Based on Speech and Language Processing (3rd edition draft) by Daniel Jurafsky et al.
Word sense:
A discrete representation of one aspect of the meaning of a word.
The meaning of a word can be defined by its co-occurrences, the counts of words that often occur nearby => Word embedding models like Word2Vec or GloVe.
- Using glosses -- a translation or explanation of a word or expression;
- Defining a sense through its relationship with other senses.
Discrete senses:
We might consider two senses discrete if they have independent truth conditions, different syntactic behavior, and independent sense relations, or if they exhibit antagonistic meanings.
One practical technique for determining if two senses are distinct is to conjoin two uses of a word in a single sentence. (This kind of conjunction of antagonistic readings is called zeugma)
e.g. Given three sentences:
- Which of those flights serve breakfast?
- Does Air France serve Philadelphia?
- 【?】Does Air France serve breakfast and Philadelphia?
For education aid, dictionaries tend to capture subtle meaning differences and use many fine-grained senses; for computational purposes, we often group or cluster senses instead.
Synonym:
We say two senses are synonyms when two senses of two different words (lemmas) are identical or nearly identical.
Antonym:
Antonyms are words with an opposite meaning.
Note: Automatically distinguishing synonyms from antonyms can be difficult, because although antonyms differ completely with respect to one aspect of their meaning (position on a scale or direction), they are otherwise very similar, sharing almost all other aspects of meaning.
Hyponym & Hypernym:
A word (or sense) is a hyponym of another word (or sense) if the first is more specific, denoting a subclass of the other.
e.g.
- "dog" is a hyponym of "animal"
- "animal" is a hypernym of "dog"
Since hyponym and hypernym are easily confused, we use superordinate & subordinate more often.
Meronym & Holonym:
Meronymy represents the part-whole relation.
e.g.
- "wheel" is a meronym of "car"
- "car" is a holonym of "wheel"
Structured Polysemy:
We call the relationship between semantically related senses of a word structured polysemy.
e.g. "bank" could represent:
- An organization
- The building associated with an organization
Metonymy:
The use of one aspect of a concept or entity to refer to other aspects of the entity or to the entity itself.
WordNet is a lexical database, and the English WordNet contains three databases, one each for nouns and verbs, and a third for adjectives and adverbs. (Closed class words are not included)
Input:
A word in context and a fixed inventory of potential word senses
Output:
The correct word sense in context
Lexical sample task:
Given a small pre-selected set of target words and an inventory of senses for each word from the lexicon, disambiguate a small number of words.
All-words task:
Given an entire texts and a lexicon with an inventory of senses for each entry, disambiguate all words in the text.
Semantic concordance:
A corpus in which each open-class word in each sentence is labeled with its word sense from a specific dictionary of thesaurus, most often WordNet.
- Supervised machine learning
- Unsupervised machine learning
- Thesaurus / Dictionary-based techniques
- Selectional association
- Lightly supervised
- Compute F1 score against hand-labeled sense tags in a held-out set, wuch as the SemCor corpus or SemEval corpora;
- Another strong baseline is majority vote;
- One sense per discourse: A word appearing multiple times in a text or discourse often appears with the same sense.
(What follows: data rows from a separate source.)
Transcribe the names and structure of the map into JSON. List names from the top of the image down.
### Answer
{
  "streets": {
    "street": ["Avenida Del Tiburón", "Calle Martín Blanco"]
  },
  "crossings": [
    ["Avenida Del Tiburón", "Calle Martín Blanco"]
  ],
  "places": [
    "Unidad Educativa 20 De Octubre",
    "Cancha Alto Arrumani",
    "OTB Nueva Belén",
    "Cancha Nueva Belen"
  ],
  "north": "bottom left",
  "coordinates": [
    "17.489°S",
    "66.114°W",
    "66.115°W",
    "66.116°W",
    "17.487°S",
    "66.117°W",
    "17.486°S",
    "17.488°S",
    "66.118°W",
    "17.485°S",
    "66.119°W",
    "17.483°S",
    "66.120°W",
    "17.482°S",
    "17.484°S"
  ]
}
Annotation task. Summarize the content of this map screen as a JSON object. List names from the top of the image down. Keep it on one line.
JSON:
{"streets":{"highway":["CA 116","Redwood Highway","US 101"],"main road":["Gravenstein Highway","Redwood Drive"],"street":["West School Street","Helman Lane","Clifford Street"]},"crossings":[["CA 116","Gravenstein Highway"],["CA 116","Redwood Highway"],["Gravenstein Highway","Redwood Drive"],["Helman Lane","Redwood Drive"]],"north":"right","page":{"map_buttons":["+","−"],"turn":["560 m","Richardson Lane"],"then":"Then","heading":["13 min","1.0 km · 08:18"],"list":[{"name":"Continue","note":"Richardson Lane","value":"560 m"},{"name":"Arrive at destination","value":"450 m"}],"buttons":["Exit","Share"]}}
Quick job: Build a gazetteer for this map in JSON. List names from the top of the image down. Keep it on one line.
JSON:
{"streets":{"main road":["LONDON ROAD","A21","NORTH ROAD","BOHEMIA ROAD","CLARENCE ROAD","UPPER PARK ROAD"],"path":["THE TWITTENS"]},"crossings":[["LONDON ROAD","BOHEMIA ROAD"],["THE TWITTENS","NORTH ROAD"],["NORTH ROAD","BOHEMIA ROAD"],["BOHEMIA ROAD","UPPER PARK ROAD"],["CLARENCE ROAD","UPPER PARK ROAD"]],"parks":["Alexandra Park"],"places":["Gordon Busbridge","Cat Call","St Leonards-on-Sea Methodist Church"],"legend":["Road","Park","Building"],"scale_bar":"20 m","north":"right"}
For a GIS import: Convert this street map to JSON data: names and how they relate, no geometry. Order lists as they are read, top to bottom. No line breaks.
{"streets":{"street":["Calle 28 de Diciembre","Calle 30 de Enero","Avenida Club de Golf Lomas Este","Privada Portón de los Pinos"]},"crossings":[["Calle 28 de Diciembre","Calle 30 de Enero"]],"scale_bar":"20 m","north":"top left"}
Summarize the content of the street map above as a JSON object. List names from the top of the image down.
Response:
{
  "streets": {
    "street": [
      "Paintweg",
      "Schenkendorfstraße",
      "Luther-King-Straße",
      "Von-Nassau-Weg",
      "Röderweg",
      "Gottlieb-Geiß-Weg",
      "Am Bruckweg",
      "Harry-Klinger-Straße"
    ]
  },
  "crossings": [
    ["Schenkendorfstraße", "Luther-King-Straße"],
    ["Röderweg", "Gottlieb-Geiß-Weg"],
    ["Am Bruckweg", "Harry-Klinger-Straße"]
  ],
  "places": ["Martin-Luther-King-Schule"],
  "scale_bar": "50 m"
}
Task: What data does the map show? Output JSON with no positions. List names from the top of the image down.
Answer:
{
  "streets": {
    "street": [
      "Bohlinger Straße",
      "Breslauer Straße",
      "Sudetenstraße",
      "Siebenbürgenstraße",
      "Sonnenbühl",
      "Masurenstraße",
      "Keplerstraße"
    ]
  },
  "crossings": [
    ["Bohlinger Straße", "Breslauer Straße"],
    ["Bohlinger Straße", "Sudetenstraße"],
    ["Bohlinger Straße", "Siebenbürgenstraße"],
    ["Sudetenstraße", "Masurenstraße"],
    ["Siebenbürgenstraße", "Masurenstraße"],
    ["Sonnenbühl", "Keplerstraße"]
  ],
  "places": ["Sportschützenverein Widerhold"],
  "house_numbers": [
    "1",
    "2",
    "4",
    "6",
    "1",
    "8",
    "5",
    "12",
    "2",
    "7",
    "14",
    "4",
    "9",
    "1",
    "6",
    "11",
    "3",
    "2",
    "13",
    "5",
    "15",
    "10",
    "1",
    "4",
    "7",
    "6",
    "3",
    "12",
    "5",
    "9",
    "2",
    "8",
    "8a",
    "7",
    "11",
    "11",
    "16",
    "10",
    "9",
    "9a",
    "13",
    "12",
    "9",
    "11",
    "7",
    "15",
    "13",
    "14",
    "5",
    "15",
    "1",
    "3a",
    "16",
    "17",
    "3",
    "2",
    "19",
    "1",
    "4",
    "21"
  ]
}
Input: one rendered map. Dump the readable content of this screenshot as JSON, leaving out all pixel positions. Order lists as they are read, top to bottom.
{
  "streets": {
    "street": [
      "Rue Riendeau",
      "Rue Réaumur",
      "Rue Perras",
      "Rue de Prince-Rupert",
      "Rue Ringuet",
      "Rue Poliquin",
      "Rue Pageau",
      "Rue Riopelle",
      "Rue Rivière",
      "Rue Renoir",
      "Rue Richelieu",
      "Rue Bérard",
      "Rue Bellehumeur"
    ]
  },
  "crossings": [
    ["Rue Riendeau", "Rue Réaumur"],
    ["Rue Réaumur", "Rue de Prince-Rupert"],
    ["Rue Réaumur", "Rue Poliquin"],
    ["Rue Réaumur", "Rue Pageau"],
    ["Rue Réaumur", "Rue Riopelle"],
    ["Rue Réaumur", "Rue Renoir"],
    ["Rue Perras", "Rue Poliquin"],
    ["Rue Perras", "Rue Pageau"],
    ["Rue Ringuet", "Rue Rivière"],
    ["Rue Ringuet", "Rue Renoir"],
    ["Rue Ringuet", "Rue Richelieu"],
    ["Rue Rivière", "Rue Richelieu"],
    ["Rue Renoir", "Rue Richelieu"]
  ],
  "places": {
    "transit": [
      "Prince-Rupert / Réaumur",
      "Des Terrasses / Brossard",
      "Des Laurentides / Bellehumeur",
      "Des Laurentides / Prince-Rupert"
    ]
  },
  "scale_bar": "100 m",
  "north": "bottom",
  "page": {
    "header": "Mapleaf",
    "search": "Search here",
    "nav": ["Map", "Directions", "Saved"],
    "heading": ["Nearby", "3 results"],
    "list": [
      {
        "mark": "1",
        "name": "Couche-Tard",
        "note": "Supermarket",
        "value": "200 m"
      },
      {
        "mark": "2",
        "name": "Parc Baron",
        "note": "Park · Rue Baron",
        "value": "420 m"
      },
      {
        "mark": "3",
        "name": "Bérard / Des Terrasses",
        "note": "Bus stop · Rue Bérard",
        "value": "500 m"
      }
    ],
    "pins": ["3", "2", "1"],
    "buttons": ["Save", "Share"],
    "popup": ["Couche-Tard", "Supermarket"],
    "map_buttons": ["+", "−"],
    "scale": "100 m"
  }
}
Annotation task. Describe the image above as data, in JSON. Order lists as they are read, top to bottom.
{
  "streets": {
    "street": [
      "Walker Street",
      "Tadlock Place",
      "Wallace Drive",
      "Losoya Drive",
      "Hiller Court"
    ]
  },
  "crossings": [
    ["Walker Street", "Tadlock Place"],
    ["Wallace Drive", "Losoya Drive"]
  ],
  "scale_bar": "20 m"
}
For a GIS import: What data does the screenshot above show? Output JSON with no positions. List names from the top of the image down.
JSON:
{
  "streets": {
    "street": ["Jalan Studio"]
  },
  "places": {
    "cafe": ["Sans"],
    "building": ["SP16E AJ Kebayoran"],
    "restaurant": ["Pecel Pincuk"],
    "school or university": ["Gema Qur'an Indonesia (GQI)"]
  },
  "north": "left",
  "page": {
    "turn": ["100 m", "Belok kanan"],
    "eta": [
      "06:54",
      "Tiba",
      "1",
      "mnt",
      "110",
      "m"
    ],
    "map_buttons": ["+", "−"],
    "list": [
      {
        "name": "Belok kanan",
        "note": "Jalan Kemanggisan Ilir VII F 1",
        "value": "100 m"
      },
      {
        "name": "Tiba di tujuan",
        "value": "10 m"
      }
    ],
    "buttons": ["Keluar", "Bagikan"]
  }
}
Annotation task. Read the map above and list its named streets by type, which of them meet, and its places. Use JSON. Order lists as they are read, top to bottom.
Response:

It works better for coarse-grained senses and particularly for cases of homonymy rather than polysemy.
1-nearest-neighbor algorithm
Training
- Embed each token in a sense-labeled training corpus
- Average each token of each sense of each word to produce a sense embedding
Testing
- Compare test embedding with training embeddings
- Return sense of the nearest neighbor based on a similarity metric such as cosine
Note: For unseen test words, we could
- Fall back to the Most Frequent Sense baseline (majority vote);
- Impute the missing sense embeddings via WordNet taxonomy and supersenses.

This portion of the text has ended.